*Problem*
Isolate every line in the records below with "stream" in it.

*Supplied material*
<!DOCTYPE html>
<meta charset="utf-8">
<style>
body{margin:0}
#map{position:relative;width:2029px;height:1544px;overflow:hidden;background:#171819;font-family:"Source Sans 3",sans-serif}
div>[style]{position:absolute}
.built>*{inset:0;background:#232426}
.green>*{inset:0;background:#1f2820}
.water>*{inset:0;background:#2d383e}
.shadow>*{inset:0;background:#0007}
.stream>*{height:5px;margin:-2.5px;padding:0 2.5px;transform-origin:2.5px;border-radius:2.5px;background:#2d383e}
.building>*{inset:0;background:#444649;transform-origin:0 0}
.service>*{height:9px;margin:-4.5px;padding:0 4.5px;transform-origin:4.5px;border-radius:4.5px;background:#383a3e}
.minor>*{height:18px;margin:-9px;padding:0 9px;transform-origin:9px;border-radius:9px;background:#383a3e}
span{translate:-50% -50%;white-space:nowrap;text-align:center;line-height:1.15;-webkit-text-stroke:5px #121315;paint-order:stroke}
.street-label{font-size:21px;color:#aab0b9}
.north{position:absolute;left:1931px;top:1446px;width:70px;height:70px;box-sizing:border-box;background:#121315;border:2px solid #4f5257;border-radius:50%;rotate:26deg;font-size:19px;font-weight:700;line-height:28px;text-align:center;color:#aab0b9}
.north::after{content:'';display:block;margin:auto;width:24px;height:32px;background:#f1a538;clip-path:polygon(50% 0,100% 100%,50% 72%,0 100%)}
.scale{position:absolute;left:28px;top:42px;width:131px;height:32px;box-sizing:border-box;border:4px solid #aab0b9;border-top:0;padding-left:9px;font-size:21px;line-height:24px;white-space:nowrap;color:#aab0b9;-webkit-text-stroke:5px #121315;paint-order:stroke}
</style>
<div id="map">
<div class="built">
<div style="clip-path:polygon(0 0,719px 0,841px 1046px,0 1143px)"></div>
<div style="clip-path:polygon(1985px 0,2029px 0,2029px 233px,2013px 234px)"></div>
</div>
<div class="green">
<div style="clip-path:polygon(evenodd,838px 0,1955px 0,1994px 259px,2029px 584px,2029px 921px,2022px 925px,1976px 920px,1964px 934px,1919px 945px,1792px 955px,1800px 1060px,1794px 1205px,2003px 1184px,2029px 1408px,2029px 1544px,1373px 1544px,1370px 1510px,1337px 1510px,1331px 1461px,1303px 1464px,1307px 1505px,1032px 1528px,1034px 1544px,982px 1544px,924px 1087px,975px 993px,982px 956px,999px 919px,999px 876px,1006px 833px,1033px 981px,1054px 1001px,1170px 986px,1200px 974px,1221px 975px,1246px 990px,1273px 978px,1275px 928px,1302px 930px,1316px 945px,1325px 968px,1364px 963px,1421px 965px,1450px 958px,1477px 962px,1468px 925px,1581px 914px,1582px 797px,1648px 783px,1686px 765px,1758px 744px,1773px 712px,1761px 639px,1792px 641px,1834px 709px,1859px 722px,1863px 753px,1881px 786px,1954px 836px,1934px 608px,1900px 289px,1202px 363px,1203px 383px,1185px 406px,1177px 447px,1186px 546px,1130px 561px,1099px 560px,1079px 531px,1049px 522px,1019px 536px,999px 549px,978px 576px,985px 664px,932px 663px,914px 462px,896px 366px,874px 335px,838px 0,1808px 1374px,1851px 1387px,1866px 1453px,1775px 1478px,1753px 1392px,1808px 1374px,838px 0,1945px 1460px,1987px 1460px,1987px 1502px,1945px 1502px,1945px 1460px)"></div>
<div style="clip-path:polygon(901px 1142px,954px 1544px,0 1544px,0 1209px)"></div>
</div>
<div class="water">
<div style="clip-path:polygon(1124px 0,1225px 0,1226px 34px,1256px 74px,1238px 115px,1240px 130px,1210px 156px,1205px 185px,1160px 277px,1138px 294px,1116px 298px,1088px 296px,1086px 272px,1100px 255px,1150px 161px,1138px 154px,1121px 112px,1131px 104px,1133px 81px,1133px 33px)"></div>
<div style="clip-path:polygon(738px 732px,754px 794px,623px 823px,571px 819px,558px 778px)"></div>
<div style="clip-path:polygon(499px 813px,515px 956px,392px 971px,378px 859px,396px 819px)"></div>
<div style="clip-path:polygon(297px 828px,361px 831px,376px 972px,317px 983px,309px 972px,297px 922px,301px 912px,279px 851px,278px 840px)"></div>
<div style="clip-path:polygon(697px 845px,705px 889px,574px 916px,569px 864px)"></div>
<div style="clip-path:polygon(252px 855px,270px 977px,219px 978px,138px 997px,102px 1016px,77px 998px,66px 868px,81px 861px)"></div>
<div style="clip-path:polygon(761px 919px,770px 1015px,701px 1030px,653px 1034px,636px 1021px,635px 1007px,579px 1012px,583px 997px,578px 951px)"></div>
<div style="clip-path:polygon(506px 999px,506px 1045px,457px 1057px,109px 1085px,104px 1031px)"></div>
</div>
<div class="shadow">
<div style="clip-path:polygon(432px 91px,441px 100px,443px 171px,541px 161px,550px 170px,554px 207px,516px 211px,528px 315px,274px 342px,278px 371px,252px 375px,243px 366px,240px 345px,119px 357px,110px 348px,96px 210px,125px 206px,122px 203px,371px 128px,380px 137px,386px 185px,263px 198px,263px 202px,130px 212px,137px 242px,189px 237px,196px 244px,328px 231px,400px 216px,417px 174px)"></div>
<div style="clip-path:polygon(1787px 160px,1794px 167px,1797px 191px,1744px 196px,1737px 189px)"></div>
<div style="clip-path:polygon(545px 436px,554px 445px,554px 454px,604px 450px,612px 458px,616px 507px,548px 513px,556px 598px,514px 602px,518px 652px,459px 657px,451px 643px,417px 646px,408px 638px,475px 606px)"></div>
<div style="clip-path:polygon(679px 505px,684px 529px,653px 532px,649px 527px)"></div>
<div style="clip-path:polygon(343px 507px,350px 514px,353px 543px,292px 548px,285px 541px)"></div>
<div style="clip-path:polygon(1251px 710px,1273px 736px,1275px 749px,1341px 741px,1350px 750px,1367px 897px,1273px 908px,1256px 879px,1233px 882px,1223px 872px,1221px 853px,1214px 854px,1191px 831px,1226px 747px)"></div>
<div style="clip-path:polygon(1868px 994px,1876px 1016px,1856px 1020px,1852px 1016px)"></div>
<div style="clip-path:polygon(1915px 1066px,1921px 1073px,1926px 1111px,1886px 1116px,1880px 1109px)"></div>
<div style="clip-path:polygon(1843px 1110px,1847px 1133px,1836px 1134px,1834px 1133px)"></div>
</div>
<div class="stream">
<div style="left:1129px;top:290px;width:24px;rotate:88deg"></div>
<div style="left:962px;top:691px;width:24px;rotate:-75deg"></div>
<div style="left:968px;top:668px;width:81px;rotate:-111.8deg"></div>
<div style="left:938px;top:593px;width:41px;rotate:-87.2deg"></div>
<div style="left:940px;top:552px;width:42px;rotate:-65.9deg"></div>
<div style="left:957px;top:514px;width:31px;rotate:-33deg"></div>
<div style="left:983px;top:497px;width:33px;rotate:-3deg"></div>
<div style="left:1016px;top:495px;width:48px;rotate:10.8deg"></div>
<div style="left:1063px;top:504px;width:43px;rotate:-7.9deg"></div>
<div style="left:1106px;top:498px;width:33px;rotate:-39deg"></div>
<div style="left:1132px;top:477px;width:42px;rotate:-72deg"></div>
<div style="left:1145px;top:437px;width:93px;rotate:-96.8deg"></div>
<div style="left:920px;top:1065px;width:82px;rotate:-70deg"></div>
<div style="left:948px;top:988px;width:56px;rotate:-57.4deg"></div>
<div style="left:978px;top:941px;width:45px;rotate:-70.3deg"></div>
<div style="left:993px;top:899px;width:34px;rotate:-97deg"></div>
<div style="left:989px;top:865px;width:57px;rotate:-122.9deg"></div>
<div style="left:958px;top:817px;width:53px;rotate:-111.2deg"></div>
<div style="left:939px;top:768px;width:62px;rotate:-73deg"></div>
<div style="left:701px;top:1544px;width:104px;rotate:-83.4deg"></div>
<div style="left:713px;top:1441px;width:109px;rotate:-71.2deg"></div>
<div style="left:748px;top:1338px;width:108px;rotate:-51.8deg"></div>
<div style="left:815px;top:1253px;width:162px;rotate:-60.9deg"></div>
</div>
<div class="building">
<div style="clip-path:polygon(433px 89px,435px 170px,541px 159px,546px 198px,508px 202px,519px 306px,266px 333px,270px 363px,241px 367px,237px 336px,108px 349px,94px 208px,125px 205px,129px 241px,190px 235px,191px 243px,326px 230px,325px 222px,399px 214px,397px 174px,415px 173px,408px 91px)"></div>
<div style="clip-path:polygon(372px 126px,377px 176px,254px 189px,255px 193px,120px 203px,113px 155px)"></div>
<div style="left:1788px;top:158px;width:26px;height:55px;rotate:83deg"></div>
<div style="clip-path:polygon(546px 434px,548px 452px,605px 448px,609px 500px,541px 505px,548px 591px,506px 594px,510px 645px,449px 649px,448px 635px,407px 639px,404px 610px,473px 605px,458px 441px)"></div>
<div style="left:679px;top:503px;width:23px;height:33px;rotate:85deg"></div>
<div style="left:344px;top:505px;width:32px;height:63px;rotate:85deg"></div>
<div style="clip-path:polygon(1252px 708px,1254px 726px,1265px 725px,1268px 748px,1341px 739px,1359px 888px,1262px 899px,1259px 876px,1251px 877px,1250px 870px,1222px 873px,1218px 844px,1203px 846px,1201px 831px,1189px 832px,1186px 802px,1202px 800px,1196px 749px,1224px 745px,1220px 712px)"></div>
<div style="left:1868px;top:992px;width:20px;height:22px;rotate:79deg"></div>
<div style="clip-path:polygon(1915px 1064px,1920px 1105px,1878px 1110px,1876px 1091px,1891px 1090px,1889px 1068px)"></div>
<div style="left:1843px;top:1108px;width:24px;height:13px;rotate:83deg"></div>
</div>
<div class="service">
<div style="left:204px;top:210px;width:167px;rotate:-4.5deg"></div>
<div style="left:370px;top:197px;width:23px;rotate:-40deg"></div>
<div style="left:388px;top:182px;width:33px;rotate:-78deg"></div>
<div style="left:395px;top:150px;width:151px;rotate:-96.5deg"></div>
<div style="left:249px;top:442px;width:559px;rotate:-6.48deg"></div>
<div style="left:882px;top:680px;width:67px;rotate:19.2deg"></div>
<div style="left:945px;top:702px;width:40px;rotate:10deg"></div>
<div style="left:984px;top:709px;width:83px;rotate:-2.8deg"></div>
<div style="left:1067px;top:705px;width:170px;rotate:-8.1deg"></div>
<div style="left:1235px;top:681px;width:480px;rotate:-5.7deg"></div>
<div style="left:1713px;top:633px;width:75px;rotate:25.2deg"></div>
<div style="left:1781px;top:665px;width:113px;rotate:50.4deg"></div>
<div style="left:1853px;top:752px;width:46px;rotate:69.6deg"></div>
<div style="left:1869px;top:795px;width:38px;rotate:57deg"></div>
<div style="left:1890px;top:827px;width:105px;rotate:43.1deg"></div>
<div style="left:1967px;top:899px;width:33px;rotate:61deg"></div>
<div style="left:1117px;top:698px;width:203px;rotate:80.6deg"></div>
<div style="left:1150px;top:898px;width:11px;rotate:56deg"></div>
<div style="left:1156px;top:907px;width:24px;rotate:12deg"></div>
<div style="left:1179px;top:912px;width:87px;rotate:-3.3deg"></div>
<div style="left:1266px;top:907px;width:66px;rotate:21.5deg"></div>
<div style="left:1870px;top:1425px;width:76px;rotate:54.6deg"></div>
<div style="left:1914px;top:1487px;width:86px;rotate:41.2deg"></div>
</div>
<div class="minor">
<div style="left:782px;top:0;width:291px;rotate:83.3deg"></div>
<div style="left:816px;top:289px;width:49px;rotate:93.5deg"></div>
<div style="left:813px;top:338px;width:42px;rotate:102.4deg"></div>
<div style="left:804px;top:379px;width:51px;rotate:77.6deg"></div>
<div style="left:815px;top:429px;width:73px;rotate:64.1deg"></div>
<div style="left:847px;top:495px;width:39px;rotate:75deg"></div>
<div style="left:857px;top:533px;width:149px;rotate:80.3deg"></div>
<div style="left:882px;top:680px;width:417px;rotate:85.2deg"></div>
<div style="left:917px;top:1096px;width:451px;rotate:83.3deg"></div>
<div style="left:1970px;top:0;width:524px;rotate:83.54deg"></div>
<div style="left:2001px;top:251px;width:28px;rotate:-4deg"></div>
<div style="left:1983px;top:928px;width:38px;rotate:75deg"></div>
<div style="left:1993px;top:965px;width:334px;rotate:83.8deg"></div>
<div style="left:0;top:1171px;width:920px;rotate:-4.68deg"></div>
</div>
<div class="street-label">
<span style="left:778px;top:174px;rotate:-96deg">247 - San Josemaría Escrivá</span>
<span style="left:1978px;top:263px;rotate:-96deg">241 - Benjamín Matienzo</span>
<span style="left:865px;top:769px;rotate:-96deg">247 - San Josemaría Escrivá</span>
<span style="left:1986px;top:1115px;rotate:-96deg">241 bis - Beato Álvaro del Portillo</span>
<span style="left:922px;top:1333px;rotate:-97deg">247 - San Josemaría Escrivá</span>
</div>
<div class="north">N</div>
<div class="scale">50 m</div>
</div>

*Exercise solution*
.stream>*{height:5px;margin:-2.5px;padding:0 2.5px;transform-origin:2.5px;border-radius:2.5px;background:#2d383e}
<div class="stream">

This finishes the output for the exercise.